As relief, the parents requested an order directing the district to directly pay iBrain for the costs of the student's full tuition for the 2019-20 extended school year including the costs of a 1:1 nurse, to pay the student's transportation costs that included the costs of a 1:1 nurse, and to reconvene a CSE meeting for the student (see Parent Ex. A at p. 3).
B. Impartial Hearing and Intervening District Court Litigation
While the administrative claims were pending, the parents filed lawsuits in district court. First, the parents brought a proceeding against the district in the United States District Court for the Southern District of New York seeking a preliminary injunction directing the district to fund iBrain as the student's pendency placement (E. v. Carranza, 19-cv-8401 [S.D.N.Y., filed Sept. 10, 2019]; see SRO Ex. 1).
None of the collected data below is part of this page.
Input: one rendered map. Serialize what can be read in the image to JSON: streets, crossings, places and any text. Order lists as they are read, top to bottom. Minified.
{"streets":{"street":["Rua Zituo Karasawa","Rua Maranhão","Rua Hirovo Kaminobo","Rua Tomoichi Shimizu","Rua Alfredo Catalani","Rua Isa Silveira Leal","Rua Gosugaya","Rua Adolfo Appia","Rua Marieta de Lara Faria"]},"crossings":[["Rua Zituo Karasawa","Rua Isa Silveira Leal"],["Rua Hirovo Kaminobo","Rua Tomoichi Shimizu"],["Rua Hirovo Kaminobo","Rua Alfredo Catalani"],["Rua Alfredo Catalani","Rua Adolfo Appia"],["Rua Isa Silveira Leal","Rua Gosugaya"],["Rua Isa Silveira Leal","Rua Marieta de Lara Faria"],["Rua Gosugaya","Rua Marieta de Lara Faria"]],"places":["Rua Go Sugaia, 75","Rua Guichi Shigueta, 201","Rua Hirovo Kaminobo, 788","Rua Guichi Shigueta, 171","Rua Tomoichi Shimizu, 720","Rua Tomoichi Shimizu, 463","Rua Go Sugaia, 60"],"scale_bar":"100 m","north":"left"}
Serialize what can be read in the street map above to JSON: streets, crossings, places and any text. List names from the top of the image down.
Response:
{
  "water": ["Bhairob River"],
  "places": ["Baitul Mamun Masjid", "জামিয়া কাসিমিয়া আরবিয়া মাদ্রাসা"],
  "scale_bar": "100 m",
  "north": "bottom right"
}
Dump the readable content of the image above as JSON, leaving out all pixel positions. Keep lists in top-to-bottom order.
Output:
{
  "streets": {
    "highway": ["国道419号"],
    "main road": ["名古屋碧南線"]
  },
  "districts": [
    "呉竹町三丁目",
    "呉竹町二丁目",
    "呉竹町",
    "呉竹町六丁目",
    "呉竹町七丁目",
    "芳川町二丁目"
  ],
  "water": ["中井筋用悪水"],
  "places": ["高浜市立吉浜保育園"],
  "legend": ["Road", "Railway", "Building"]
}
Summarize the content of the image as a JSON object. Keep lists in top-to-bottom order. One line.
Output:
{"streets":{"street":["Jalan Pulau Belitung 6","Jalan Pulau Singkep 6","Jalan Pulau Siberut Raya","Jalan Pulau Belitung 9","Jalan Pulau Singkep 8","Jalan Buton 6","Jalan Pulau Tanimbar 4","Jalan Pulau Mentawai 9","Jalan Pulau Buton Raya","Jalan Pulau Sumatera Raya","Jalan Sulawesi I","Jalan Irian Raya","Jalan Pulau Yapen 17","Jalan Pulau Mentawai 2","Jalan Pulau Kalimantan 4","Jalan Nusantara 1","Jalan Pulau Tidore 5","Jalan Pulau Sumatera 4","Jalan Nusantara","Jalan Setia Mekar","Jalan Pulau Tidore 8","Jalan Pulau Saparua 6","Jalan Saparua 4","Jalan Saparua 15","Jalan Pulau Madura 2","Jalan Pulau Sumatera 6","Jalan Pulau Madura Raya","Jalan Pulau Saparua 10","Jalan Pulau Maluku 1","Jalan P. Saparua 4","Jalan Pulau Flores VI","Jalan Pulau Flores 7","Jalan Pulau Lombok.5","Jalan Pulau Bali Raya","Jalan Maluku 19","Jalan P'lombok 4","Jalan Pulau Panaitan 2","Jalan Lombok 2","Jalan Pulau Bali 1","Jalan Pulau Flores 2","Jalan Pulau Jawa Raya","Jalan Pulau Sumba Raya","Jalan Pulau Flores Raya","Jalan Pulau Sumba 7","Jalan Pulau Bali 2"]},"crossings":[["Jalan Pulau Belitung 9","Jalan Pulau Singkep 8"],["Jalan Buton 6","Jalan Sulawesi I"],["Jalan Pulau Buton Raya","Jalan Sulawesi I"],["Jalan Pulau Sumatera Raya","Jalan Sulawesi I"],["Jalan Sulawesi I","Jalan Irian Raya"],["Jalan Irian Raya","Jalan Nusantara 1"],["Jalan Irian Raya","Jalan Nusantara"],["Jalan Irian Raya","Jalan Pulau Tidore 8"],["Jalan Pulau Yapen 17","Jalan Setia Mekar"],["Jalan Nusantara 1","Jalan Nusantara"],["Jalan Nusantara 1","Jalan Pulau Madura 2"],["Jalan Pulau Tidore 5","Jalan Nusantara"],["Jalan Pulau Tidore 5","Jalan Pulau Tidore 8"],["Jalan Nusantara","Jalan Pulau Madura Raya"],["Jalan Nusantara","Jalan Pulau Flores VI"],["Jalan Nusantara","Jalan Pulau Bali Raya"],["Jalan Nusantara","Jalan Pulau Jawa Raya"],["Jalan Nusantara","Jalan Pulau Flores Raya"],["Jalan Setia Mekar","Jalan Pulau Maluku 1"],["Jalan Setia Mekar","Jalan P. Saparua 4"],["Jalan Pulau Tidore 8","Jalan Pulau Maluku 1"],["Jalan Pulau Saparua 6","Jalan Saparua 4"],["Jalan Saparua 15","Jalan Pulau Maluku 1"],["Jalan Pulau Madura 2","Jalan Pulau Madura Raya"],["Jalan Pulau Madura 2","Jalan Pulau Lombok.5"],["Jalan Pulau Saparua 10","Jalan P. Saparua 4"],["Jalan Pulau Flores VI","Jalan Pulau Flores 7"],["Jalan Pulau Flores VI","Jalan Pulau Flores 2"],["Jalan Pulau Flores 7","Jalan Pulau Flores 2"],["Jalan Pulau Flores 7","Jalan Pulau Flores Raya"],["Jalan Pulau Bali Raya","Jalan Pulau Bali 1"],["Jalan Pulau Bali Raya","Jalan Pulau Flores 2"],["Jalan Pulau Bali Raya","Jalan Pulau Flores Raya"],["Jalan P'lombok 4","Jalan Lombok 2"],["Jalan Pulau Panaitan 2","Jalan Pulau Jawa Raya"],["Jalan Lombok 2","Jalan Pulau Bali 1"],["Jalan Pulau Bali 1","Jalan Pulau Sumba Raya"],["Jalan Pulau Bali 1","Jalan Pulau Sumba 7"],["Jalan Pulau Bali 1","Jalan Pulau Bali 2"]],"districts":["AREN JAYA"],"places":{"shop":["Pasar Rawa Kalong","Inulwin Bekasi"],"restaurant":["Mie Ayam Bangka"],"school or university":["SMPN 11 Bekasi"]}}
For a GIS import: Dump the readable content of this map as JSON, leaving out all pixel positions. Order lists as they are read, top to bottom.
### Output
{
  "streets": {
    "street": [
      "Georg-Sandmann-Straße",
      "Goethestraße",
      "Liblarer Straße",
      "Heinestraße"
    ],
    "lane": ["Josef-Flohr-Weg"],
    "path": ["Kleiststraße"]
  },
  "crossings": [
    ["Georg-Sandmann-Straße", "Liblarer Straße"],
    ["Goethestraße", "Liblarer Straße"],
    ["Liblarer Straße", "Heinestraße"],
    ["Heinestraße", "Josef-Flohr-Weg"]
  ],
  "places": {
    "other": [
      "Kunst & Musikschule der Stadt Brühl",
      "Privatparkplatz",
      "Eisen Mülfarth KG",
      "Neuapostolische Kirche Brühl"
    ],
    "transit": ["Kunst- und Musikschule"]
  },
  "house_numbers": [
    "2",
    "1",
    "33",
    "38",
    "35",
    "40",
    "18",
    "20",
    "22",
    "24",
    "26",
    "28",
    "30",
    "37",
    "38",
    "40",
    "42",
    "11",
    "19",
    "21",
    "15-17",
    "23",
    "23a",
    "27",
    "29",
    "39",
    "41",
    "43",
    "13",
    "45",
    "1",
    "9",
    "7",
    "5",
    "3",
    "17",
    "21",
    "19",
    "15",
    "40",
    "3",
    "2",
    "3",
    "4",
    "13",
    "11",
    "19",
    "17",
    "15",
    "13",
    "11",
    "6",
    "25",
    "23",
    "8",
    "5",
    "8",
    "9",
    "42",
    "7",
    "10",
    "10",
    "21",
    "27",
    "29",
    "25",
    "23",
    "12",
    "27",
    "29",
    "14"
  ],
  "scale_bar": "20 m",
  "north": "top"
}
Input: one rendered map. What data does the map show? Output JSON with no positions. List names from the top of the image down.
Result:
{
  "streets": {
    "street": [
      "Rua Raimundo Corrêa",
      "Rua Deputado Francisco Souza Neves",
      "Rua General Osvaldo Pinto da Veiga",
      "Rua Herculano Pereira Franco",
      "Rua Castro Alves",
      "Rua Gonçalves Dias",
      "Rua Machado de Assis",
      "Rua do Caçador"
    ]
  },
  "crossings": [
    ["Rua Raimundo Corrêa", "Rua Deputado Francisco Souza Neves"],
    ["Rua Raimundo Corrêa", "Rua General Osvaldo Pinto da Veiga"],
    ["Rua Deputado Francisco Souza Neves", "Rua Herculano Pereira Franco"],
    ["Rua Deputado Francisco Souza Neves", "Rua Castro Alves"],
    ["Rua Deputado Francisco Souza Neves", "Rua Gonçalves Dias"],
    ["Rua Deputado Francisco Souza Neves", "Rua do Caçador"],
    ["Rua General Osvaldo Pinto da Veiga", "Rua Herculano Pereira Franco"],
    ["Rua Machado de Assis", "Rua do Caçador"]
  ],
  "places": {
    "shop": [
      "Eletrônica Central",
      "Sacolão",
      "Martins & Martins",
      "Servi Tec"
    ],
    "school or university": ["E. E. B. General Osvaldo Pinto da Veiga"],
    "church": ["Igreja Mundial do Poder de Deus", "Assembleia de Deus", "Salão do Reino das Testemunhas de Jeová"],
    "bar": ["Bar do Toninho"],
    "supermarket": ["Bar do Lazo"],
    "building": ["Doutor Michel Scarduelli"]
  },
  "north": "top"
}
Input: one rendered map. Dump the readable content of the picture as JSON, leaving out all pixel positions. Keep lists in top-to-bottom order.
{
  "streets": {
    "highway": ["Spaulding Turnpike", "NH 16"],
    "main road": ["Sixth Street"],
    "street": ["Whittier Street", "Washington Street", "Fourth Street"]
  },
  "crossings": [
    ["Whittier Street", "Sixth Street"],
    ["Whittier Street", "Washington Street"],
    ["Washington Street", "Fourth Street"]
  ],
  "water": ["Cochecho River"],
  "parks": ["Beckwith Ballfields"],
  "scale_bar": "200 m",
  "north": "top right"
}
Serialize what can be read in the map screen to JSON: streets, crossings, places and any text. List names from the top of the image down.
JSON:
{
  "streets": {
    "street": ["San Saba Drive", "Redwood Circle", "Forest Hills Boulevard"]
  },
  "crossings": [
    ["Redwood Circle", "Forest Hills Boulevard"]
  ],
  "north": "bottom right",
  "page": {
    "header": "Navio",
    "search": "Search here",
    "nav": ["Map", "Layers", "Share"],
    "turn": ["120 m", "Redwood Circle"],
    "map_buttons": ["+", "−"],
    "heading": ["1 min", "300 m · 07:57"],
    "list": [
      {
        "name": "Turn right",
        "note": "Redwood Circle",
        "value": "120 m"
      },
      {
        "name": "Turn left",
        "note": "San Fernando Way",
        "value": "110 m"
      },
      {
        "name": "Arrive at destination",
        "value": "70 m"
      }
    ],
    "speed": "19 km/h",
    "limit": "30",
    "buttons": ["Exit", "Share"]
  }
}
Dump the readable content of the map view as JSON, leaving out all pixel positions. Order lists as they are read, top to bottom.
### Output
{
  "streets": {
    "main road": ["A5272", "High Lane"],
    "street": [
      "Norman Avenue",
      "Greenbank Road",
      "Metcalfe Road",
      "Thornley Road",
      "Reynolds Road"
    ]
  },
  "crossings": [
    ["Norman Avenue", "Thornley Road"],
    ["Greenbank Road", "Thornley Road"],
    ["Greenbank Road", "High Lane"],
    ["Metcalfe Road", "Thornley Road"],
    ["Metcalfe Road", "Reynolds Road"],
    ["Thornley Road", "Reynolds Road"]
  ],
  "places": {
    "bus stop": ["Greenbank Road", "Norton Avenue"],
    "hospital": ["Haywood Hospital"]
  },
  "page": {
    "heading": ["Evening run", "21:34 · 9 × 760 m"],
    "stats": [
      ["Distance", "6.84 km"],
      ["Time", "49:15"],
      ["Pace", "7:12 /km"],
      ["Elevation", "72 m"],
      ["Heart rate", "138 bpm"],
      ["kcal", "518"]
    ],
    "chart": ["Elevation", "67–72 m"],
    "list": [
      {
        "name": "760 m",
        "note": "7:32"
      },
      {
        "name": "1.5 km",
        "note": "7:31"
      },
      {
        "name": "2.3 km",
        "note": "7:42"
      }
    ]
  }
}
In an oral decision issued on July 23, 2020, the District Court dismissed the parents' claims "in light of Ventura de Paulino" (SRO Ex. 4 at p. 26; see Ventura de Paulino v. New York City Dep't of Educ., 959 F.3d 519, 531 [2d Cir. 2020], cert. denied sub nom., Paulino v. NYC Dep't of Educ., 2021 WL 78218 [U.S. Jan. 11, 2021], reh'g denied sub nom., De Paulino v. NYC Dep't of Educ., 2021 WL 850719 [U.S. Mar. 8, 2021]).
On July 30, 2020, after the parents initiated the first federal court lawsuit, an impartial hearing convened in the present matter for the purpose of determining the student's stay-put placement during the pendency of the proceedings (see Tr. pp. 1-48). During the impartial hearing, the parties agreed that the student's pendency lay in the March 2018 unappealed IHO decision, which found that iHope was an appropriate unilateral placement for the student for the 2017-18 school year (see Tr. pp. 7, 10). However, the parents' attorney argued that iBrain should be deemed the student's pendency placement because it was the student's operative placement at the time the parents filed the July 2019 due process complaint notice and because it was substantially similar to the student's placement at iHope for the 2017-18 school year (Tr. pp. 7-8). The parents' attorney added that the district had failed to offer or provide any other pendency placement for the student or to secure a seat for the student at iHope and, therefore, the matter was distinguishable from the case recently ruled upon by the Second Circuit Court of Appeals in Ventura de Paulino (Tr. pp. 8-10). The district's attorney, in turn, argued that, based on the decision in Ventura de Paulino, the parents could not invoke the substantial similarity test or the operative placement test to secure the student's placement at iBrain pursuant to pendency (Tr. pp. 10-13). The district further argued that nothing indicated that iHope was unavailable (Tr. p. 11). The district asserted that, because the parents unilaterally moved the student to iBrain, the parents did so at their own financial risk and could not seek funding for the placement from the district pursuant to pendency (Tr. pp. 11-13). On August 24 and 25, respectively, the parties submitted written briefs to the IHO on the issue of pendency (Parent Ex. K; Dist. Ex. 17).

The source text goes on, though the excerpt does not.